Comme le démontre l’enquête qualitative menée par l’institut Kantar pour le compte de la CFDT Cadres auprès d’un panel de cadres des trois versants de la fonction publique, ces derniers participent pleinement à l’exercice d’un service public de qualité[2]. Malgré des conditions de travail souvent difficiles, les cadres de la fonction publique restent très liés aux valeurs du service public. Ils expriment leur fort attachement à servir l’intérêt général et l’action publique, ciment de notre démocratie sociale. Ils s’engagent dans l’innovation et la modernisation des services publics par de nouvelles formes de travail et de management. Leur mission d’intérêt général est pour eux la raison d’être de leur motivation. Qu’ils soient titulaires, contractuels, jeunes ou plus avancés dans la vie active, les agents sont attachés à rendre un service public de qualité, vecteur de cohésion sociale. Cependant, le sens dans l’action, dans l’adaptation des formes de travail et des organisations reste une question centrale. En effet, les agents de la fonction publique sont majoritairement de fervents acteurs de la modernisation des services publics dès lors que les réformes engagées donnent sens à la demande sociale exprimée par les citoyens usagers du service public. Ils s’engagent et savent remettre en cause leurs pratiques afin d’innover tant que les moyens sont en cohérence avec les objectifs à atteindre. C’est justement parce que les réformes sont souvent mal comprises, ou perçues comme un affaiblissement de ce qui fonde un service d’intérêt général, que les agents de la fonction publique souhaitent plus de dialogue et d’écoute pour réussir ensemble les nécessaires adaptations du service public.

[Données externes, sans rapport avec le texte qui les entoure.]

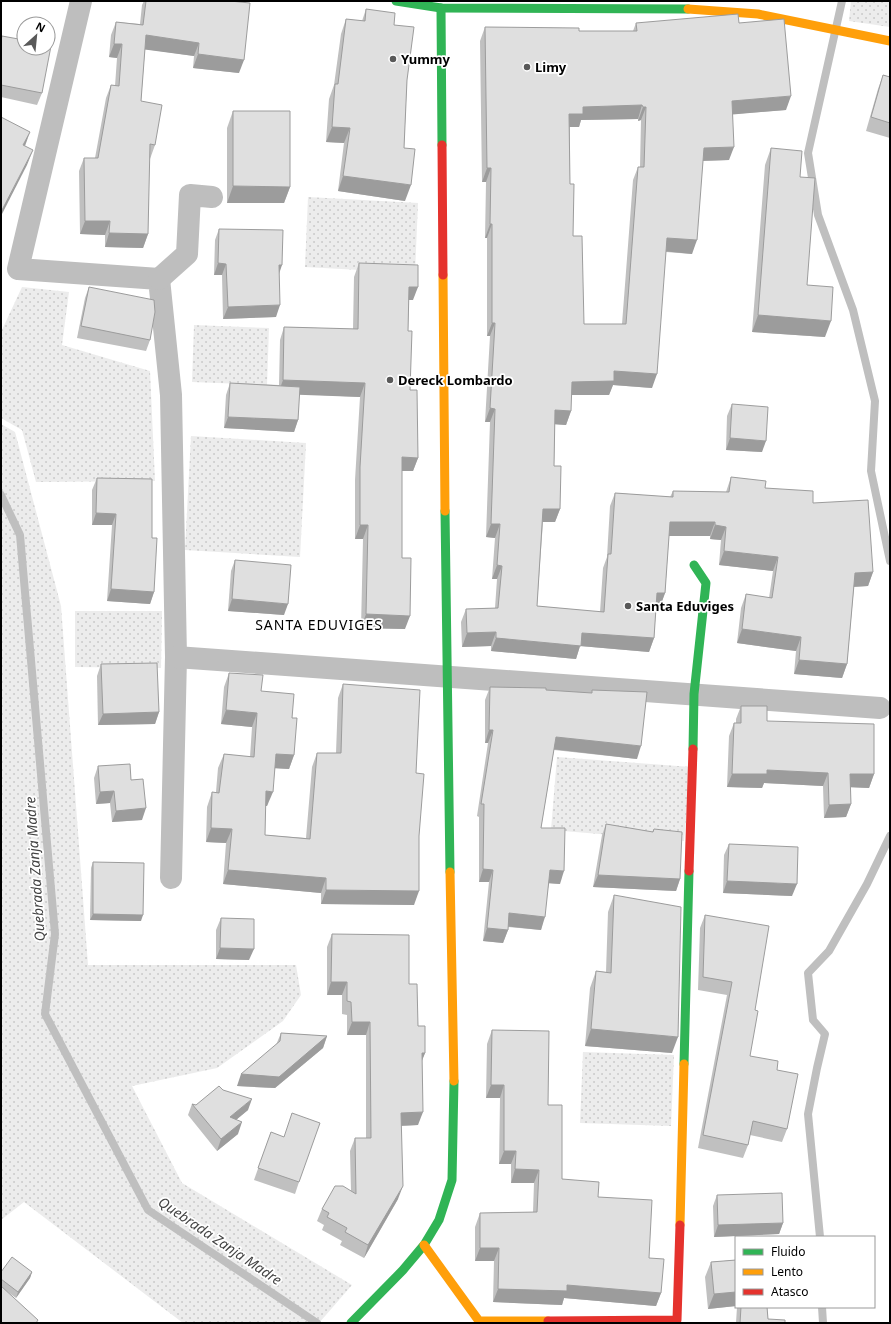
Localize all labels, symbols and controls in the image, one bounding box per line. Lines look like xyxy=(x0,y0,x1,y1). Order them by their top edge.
north arrow xyxy=(16,16,56,56)
text: N xyxy=(33,18,48,35)
place label: Yummy xyxy=(401,50,451,68)
marker: Yummy xyxy=(388,54,398,64)
place label: Limy xyxy=(535,58,567,76)
marker: Limy xyxy=(522,62,532,72)
place label: Dereck Lombardo xyxy=(398,371,513,389)
marker: Dereck Lombardo xyxy=(385,375,395,385)
place label: Santa Eduviges xyxy=(636,597,734,615)
marker: Santa Eduviges xyxy=(623,601,633,611)
district label: SANTA EDUVIGES xyxy=(255,615,383,634)
water label: Quebrada Zanja Madre xyxy=(20,796,49,942)
water label: Quebrada Zanja Madre xyxy=(155,1192,286,1289)
legend xyxy=(735,1236,875,1308)
text: Fluido xyxy=(771,1243,805,1260)
text: Lento xyxy=(771,1263,803,1280)
text: Atasco xyxy=(771,1283,809,1300)

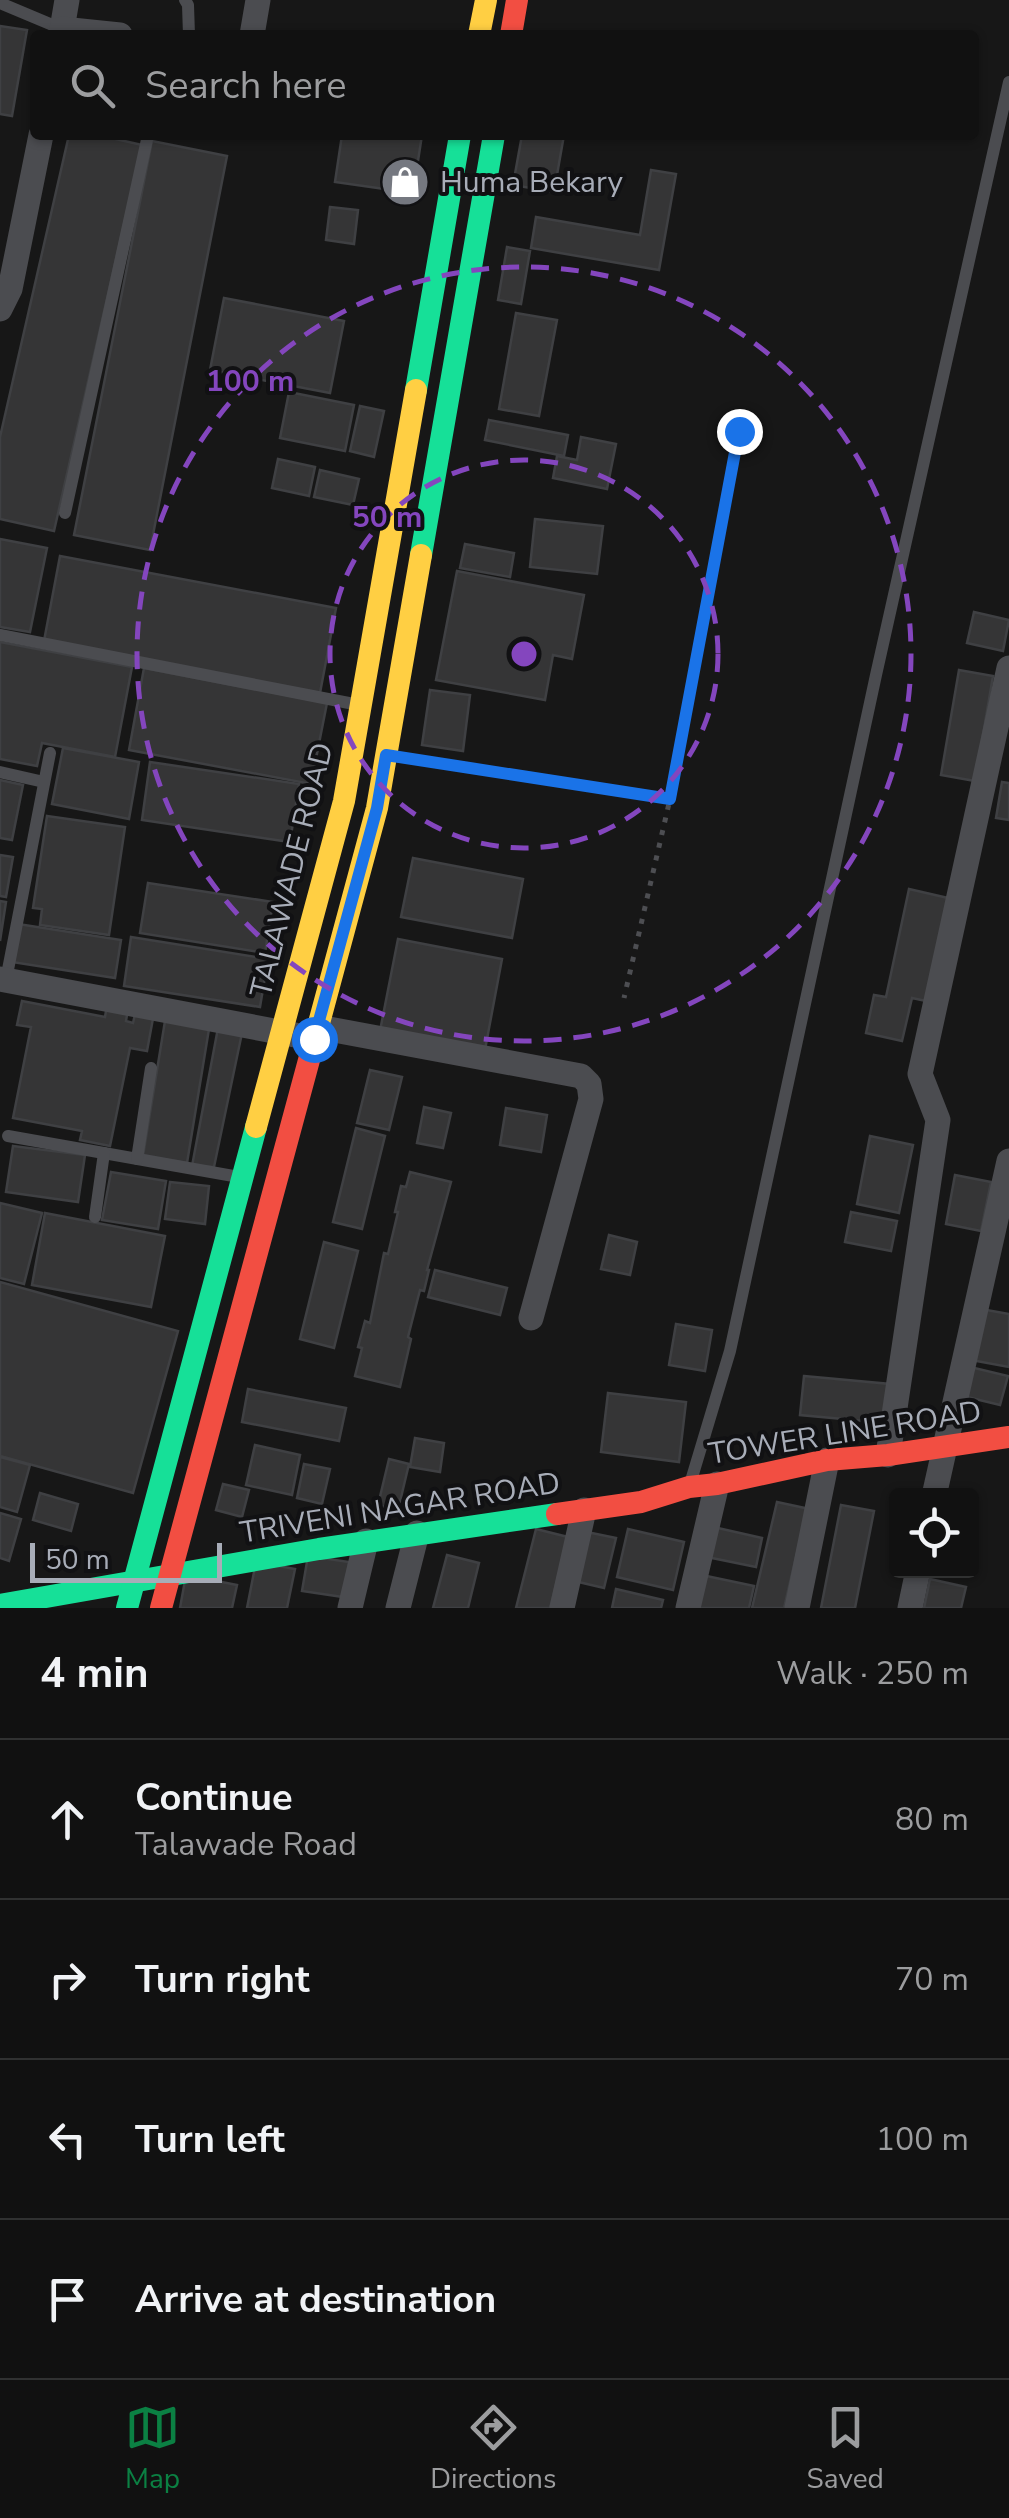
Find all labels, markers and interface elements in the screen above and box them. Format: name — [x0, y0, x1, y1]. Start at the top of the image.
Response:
search box — [30, 30, 979, 140]
icon: search — [65, 58, 120, 113]
text: Search here — [145, 60, 346, 111]
shop icon: Huma Bekary — [379, 156, 431, 208]
place label: Huma Bekary — [440, 162, 624, 203]
text: 100 m — [206, 361, 294, 402]
route end — [717, 409, 763, 455]
text: 50 m — [352, 497, 422, 538]
centre of rings — [506, 636, 542, 672]
street label: TALAWADE ROAD — [241, 738, 343, 1002]
route start — [292, 1017, 338, 1063]
street label: TOWER LINE ROAD — [706, 1391, 984, 1475]
street label: TRIVENI NAGAR ROAD — [237, 1462, 563, 1554]
map controls — [889, 1488, 979, 1578]
button: locate — [889, 1488, 979, 1578]
scale bar — [30, 1538, 222, 1582]
text: 50 m — [45, 1541, 110, 1579]
text: 4 min — [40, 1645, 149, 1702]
text: Walk · 250 m — [776, 1652, 969, 1695]
text: Continue — [135, 1772, 293, 1823]
icon: ahead — [40, 1792, 95, 1847]
text: 80 m — [895, 1798, 969, 1841]
text: Talawade Road — [135, 1823, 357, 1866]
icon: right — [40, 1952, 95, 2007]
text: Turn right — [135, 1954, 310, 2005]
text: 70 m — [895, 1958, 969, 2001]
icon: left — [40, 2112, 95, 2167]
text: Turn left — [135, 2114, 285, 2165]
text: 100 m — [876, 2118, 969, 2161]
icon: arrive — [40, 2272, 95, 2327]
text: Arrive at destination — [135, 2274, 496, 2325]
tab: Map — [125, 2400, 180, 2498]
tab: Directions — [430, 2400, 556, 2498]
tab: Saved — [807, 2400, 884, 2498]

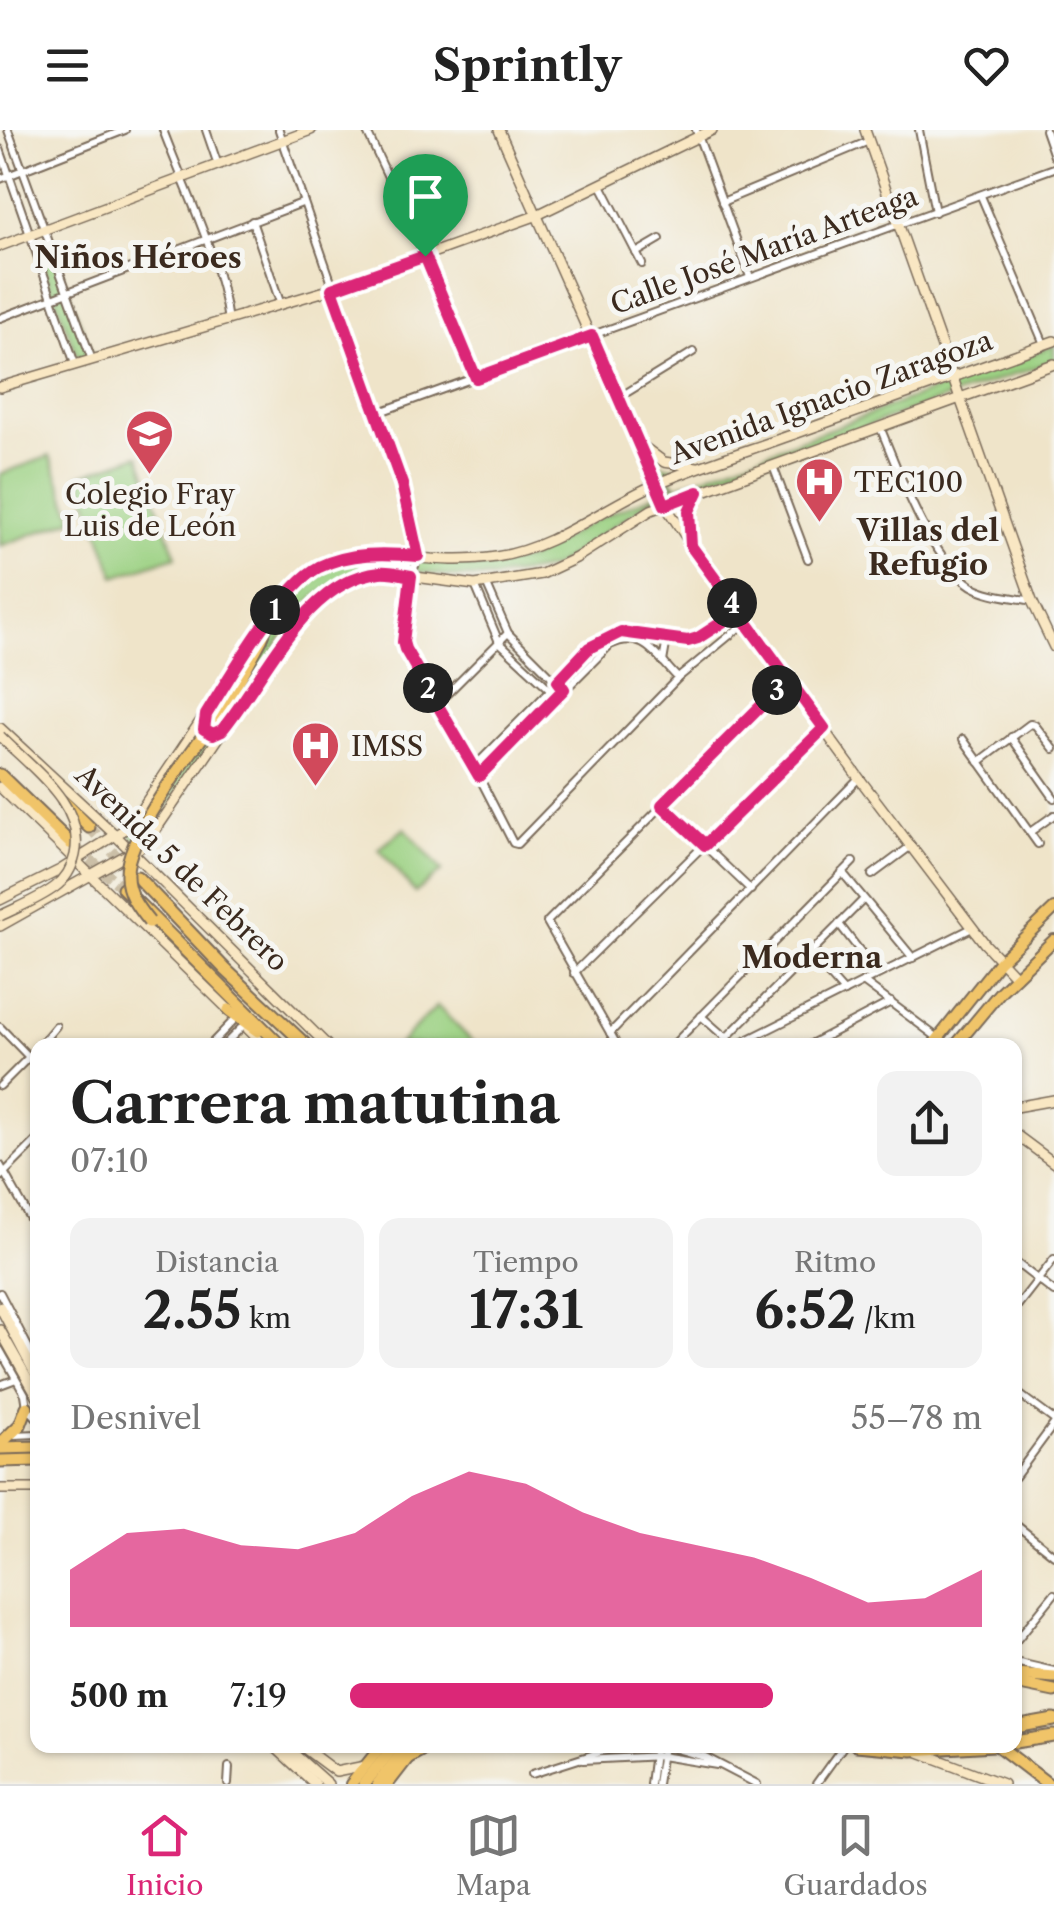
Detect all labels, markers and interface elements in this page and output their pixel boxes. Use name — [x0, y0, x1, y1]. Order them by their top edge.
text: Sprintly — [433, 37, 621, 93]
icon: menu — [40, 38, 95, 93]
icon: heart — [959, 38, 1014, 93]
pin — [383, 154, 468, 257]
icon: arrive — [398, 169, 453, 224]
street label: Calle José María Arteaga — [606, 178, 922, 321]
district label: Niños Héroes — [34, 239, 242, 276]
street label: Avenida Ignacio Zaragoza — [664, 323, 997, 472]
school or university icon: Colegio Fray Luis de León — [124, 408, 176, 476]
hospital icon: TEC100 — [793, 456, 845, 524]
place label: TEC100 — [854, 465, 963, 499]
place label: Colegio Fray Luis de León — [64, 477, 236, 543]
district label: Villas del Refugio — [856, 512, 999, 583]
pin: 4 — [707, 578, 757, 628]
pin: 1 — [250, 585, 300, 635]
text: 4 — [724, 586, 740, 620]
text: 1 — [269, 593, 281, 627]
pin: 2 — [403, 663, 453, 713]
pin: 3 — [752, 665, 802, 715]
text: 2 — [420, 671, 436, 705]
text: 3 — [769, 673, 785, 707]
hospital icon: IMSS — [290, 720, 342, 788]
place label: IMSS — [351, 729, 423, 763]
street label: Avenida 5 de Febrero — [68, 757, 295, 978]
district label: Moderna — [742, 939, 883, 976]
text: Carrera matutina — [70, 1070, 560, 1137]
button: share — [877, 1071, 982, 1176]
text: 07:10 — [70, 1141, 149, 1180]
text: Distancia — [155, 1245, 279, 1279]
text: Tiempo — [473, 1245, 579, 1279]
text: Ritmo — [794, 1245, 876, 1279]
text: 2.55 — [143, 1279, 241, 1341]
text: 17:31 — [469, 1279, 583, 1341]
text: 6:52 — [754, 1279, 856, 1341]
text: km — [241, 1301, 291, 1335]
text: /km — [856, 1301, 916, 1335]
text: Desnivel — [70, 1398, 201, 1437]
text: 55–78 m — [851, 1398, 982, 1437]
text: 500 m — [70, 1676, 168, 1715]
text: 7:19 — [230, 1676, 287, 1715]
tab: Inicio — [126, 1808, 203, 1902]
tab: Mapa — [456, 1808, 531, 1902]
tab: Guardados — [783, 1808, 928, 1902]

Être associés et écoutés, discuter, reconnaître l’utilité de tous à agir au regard de leurs compétences, de leur responsabilité et de leur place dans la hiérarchie administrative, reste un souhait porté par les agents et cadres du service public. Car si les agents et cadres du secteur public sont fortement impliqués dans l’exercice de leurs missions, ils n’en expriment pas moins le besoin d’une réelle reconnaissance d’utilité sociale de leur métier vécu comme un engagement au service des populations.

Cette reconnaissance est souhaitée à travers une aspiration à de meilleures conditions de travail avec une réaffectation, au sein des organisations, des moyens dégagés par la modernisation des méthodes de travail dont les cadres reconnaissent le bien-fondé et la nécessité. De même, les agents publics confirment l’importance de la confiance et de l’autonomie dans la qualité de vie au travail et dans la satisfaction du travail lui-même. La CFDT, porteuse des valeurs d’émancipation des travailleurs, revendique un management par la confiance plutôt que par le contrôle, et l’instauration de marges de manœuvres suffisantes pour que les cadres puissent exercer de façon autonome. Il s’agit de donner aux cadres et agents de la fonction publique les moyens nécessaires à la bonne réalisation de leur mission de service public, de reconnaître leur engagement pour un service public de qualité, de favoriser les carrières publiques et la mobilité tant des agents contractuels que titulaires, d’agir pour de meilleures conditions de travail, pour un management participatif, à l’écoute et respectueux de chacun, et de revaloriser les salaires pour une fonction publique attractive, capable de fidéliser ses talents.

[1]-L’Atelier, Paris, 2018.

[2]- « Les attentes des cadres de la fonction publique », déc. 2021.